THE PROBLEM: Read the lines of the data below and retrieve those with "tools".

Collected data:
=====
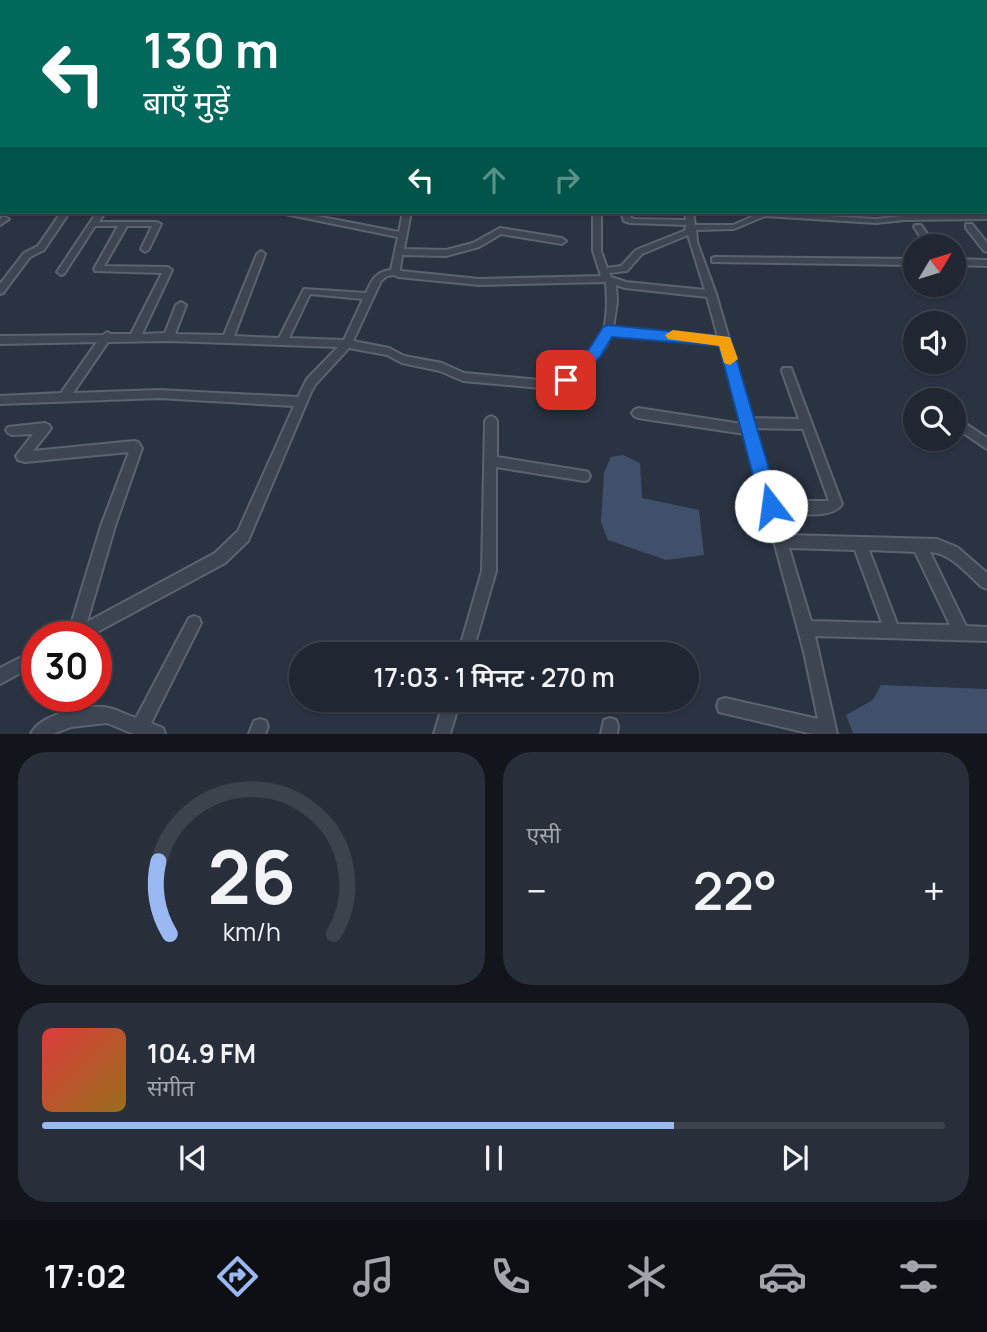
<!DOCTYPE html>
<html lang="hi">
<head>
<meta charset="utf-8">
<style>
	body { margin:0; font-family:Manrope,"Noto Sans Devanagari",sans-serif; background:#282e3a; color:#f1f3f6; height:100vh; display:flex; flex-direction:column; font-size:26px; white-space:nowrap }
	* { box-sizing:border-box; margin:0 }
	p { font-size:23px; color:#a2a5ac }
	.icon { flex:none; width:38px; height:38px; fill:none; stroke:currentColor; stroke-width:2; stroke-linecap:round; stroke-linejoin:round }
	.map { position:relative; height:734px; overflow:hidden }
	.sheet { display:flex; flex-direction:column; gap:18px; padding:18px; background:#12151c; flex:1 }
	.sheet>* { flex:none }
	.top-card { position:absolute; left:0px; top:0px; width:987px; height:214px; box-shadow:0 2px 5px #0004,0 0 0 2px #3d434d; background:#00695c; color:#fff; overflow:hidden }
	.needle { width:46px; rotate:52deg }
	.tools { position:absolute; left:903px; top:234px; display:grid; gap:14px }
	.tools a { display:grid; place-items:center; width:63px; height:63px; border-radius:50%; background:#202632; box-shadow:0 2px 5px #0004,0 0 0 2px #3d434d; font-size:35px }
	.speed { position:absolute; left:21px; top:621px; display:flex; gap:14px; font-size:35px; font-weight:700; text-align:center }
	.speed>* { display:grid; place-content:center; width:91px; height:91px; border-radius:50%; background:#202632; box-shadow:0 2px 5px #0004,0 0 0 2px #3d434d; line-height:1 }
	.speed .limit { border:10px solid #d22; background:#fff; color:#111 }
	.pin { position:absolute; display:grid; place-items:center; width:60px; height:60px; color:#fff; margin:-30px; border-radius:14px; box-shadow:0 4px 10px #0006 }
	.me { position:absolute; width:77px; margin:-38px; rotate:345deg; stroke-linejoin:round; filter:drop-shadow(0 0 5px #0008) }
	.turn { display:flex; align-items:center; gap:24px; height:147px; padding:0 28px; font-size:32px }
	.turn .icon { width:91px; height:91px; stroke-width:2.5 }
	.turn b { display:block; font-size:49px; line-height:60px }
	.lanes { display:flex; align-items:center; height:66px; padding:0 28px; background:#0003; justify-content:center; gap:35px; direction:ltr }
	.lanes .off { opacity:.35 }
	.big { font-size:52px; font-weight:600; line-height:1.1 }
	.sheet .card { flex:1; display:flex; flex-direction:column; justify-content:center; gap:10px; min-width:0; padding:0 24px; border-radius:28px; background:#282e3a }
	.sheet .dial { align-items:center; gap:0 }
	.dial svg { height:182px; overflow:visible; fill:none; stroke:#3d434d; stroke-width:7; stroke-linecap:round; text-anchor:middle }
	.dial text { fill:#f1f3f6; stroke:none }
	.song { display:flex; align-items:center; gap:21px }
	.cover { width:84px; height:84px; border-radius:10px; background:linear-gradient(135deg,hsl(0 70% 55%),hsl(40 70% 35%)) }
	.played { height:7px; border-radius:4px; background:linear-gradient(90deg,#9ab9f2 70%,#3d434d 70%) }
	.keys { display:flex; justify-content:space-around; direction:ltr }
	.heat { display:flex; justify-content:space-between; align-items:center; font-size:38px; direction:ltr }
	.sheet .tiles { flex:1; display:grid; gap:18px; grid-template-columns:1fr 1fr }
	.card:last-child { grid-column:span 2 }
	.trip { position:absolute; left:289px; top:642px; width:410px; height:70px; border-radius:35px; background:#202632; box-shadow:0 2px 5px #0004,0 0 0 2px #3d434d; font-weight:600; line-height:70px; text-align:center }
	.menu { display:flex; height:112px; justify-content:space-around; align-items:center; background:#0d0f14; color:#a2a5ac }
	.menu .icon { width:49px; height:49px }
	.menu .on { color:#9ab9f2 }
	.menu b { font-size:32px; color:#f1f3f6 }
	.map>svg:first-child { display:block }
	.water { fill:#41506a }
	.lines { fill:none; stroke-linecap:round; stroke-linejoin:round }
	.minor-casing { stroke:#5c636f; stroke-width:4 }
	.tertiary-casing { stroke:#5c636f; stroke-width:4 }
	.minor { fill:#3e4552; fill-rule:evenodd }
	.tertiary { fill:#3e4552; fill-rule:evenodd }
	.route { fill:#1a73e8; stroke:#114b97; stroke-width:2 }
	.slow { fill:#f59e0b }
</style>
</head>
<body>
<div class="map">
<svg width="987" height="734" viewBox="0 0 987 734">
	<rect width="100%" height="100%" fill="#2a3342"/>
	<!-- water -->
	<path class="water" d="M623,455L640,463L642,498L699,510L704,555L666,560L608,540L601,522L604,473L611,457Z
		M881,685L987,689V733H853L846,715L873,700Z"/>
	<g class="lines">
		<defs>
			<path id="minor" d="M223,0H227L226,2H222Z
				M247,0H251V2H247Z
				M277,0L338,2H290Z
				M526,0H530V2H526Z
				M615,0H619L620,2H616Z
				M652,0H656V2H652Z
				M820,0H825L826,2H821Z
				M0,5H2V7H0Z
				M985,74L987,75V79L985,78Z
				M2,75V79L0,80V76Z
				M985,103L987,104V110L985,109Z
				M0,127H2V131H0Z
				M0,140H2V144H0Z
				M0,160H2V164H0Z
				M0,183H2V187H0Z
				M985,194H987V199H985Z
				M0,196H2V202H0Z
				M97,212H105L99,222H157L161,224L149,249L145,252L141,249L152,226H127L104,266L168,267L172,270L142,334L165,333L176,305L181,302L186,305L175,334L224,335L257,254L261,251L265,254L234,336L279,338L304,289L366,293C372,280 376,271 391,270L398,237L285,214L281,212H296L399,232L403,212H411L404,249L446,250L473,243L500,228L562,238L566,241L562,244L501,234L479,247L446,256L402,255L400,270L401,271L479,279L601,276L593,251V212H601V251L607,268L621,266L636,250L686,230L685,228L687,225L630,223L624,221L621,212H629L631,218L634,219L686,220L685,212H693L695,225H733L763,212L876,219L904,216L987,215V219L904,220L876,223L765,216L734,229L696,230L697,242L716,294L752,418L799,419L782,371L783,368H791L842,504C832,520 797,513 779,513L786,535L937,539L957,547L987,573V589L982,587C967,574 951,553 930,552L966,626L987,627V641L815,636L837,734H812L719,712L717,706L719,700L725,698L818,719L804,652L745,434L638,418L634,416L632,413L634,410L638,408L742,424L720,344L611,335L606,346L586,369L570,383L551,389L463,381L440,371L402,363L387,355L349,348L315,385L311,392L248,541L225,563L88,637H66L69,631L101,526L129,452L25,462L18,460L16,456L33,434L12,435L8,433L6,430L8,427L45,423L49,425L51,428L49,431L33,451L134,441L138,442L142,448L115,526L87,622L215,553L238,531L294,406L159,398L0,404V396L61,393L97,342L0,344V336L103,335L107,332L111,334H131L162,273L95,271L94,269L118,226H95L64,274L61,275L57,272ZM688,235L705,290L626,282L611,277L609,273L627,271L642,254ZM394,275L398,277L479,285L606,282C607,298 608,317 603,332C598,345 574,371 562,377C558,379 555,380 551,381L464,373L442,363L404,356L389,348L353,341L381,281L387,276ZM616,285L625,288L707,297L718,337L613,328L617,302ZM310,294L363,299L344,340L289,338ZM169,341L338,347L307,379L298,397L159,390L73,393L108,342ZM755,428L803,429L829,501H776ZM789,548L855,550L882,623L811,621ZM869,550L915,552L950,625L897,624Z
				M60,214H66L67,216L44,250L30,257L3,293L0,294V284L24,253L38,246Z
				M2,217H5L9,219L0,225V219Z
				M966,224H972L987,243V252L984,251L966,228Z
				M915,225H921L936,247H927L914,227Z
				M715,257L915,259V265L712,262V258Z
				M954,259L987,260V266L954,265Z
				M491,416L495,418L497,421V457L584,471L588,472L590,476L588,480L584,481L496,467V571L472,654H458L482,571L485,421L487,418Z
				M966,424L987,438V449L962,432L960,429L962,426Z
				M194,616L199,618L201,623L151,723L163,728L165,734H134L107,723L71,727L53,734H31C39,714 90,703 109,708C118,710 127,715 136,718L189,618Z
				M37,649V664L0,684V668Z
				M444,700H460L450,734H434Z
				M610,718L616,720L618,726L617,734H601L604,720Z
				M260,719L266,721L268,727L265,734H249L254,721Z"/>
			<path id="tertiary" d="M132,0L130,2H122Z
				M0,51H2V55H0Z"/>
		</defs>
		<!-- minor casing -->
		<use href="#minor" class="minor-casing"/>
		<!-- tertiary casing -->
		<use href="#tertiary" class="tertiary-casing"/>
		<!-- minor -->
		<use href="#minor" class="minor"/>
		<!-- tertiary -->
		<use href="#tertiary" class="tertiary"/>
	</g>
	<!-- route -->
	<path class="route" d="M608,325L730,337L780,506L777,513L771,515L764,513L761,506L719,346L612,337L600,357L572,384H561L558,380L561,375L589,349L603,327Z"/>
	<!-- slow -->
	<path class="slow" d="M673,330L730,337L738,359L730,365L724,363L719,346L668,339L665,335Z"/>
</svg>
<div class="tools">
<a><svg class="needle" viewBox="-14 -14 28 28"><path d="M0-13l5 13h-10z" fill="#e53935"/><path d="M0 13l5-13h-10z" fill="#a2a5ac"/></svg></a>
<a><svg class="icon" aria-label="sound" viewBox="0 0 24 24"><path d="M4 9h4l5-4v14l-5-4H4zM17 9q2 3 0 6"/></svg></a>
<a><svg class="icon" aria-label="search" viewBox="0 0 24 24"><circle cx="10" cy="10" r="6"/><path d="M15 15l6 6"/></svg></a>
</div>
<div class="speed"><div class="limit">30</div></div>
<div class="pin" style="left:566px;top:380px;background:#d93025"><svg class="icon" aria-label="arrive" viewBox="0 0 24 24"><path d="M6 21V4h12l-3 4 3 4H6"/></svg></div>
<svg class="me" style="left:771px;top:506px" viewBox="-20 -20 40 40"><circle r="19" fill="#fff"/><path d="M0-13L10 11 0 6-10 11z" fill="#1a73e8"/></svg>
<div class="trip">17:03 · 1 मिनट · 270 m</div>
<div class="top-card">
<div class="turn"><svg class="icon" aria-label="left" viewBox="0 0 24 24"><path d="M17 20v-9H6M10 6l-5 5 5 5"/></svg><div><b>130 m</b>बाएँ मुड़ें</div></div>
<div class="lanes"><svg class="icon" aria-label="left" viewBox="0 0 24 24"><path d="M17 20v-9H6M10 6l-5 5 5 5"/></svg><svg class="icon off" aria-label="ahead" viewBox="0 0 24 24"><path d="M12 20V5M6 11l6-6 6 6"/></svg><svg class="icon off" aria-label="right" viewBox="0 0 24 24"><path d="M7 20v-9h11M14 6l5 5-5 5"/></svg></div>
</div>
</div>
<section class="sheet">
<div class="tiles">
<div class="card dial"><svg viewBox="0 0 100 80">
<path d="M14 69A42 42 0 1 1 86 69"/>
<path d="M14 69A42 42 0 0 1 9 37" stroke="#9ab9f2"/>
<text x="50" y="56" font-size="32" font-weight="700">26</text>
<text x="50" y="72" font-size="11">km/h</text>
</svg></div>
<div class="card"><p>एसी</p>
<div class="heat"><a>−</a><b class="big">22°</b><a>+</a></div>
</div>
<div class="card">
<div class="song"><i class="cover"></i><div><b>104.9 FM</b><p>संगीत</p></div></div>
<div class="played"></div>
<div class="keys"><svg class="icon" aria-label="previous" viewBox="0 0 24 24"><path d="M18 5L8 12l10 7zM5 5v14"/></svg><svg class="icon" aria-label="pause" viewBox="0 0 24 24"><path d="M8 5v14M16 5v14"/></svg><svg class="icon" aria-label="next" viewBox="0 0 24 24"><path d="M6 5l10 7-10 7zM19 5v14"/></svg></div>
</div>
</div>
</section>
<nav class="menu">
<b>17:02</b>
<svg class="icon on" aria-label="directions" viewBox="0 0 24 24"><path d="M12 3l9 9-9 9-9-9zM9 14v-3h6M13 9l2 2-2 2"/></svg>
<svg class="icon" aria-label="music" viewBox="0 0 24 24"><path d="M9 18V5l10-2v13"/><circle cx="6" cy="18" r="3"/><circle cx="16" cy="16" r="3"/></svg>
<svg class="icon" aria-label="phone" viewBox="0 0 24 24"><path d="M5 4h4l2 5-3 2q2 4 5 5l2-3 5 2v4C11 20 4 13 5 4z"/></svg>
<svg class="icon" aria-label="climate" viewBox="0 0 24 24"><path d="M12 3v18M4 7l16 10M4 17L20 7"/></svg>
<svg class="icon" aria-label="car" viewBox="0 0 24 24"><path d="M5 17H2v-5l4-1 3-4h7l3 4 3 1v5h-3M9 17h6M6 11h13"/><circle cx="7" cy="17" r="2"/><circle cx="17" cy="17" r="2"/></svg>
<svg class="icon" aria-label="filters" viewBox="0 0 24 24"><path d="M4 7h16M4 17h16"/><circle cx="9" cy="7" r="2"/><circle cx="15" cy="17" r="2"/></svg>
</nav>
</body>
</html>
=====
ANSWER BELOW:
	.tools { position:absolute; left:903px; top:234px; display:grid; gap:14px }
	.tools a { display:grid; place-items:center; width:63px; height:63px; border-radius:50%; background:#202632; box-shadow:0 2px 5px #0004,0 0 0 2px #3d434d; font-size:35px }
<div class="tools">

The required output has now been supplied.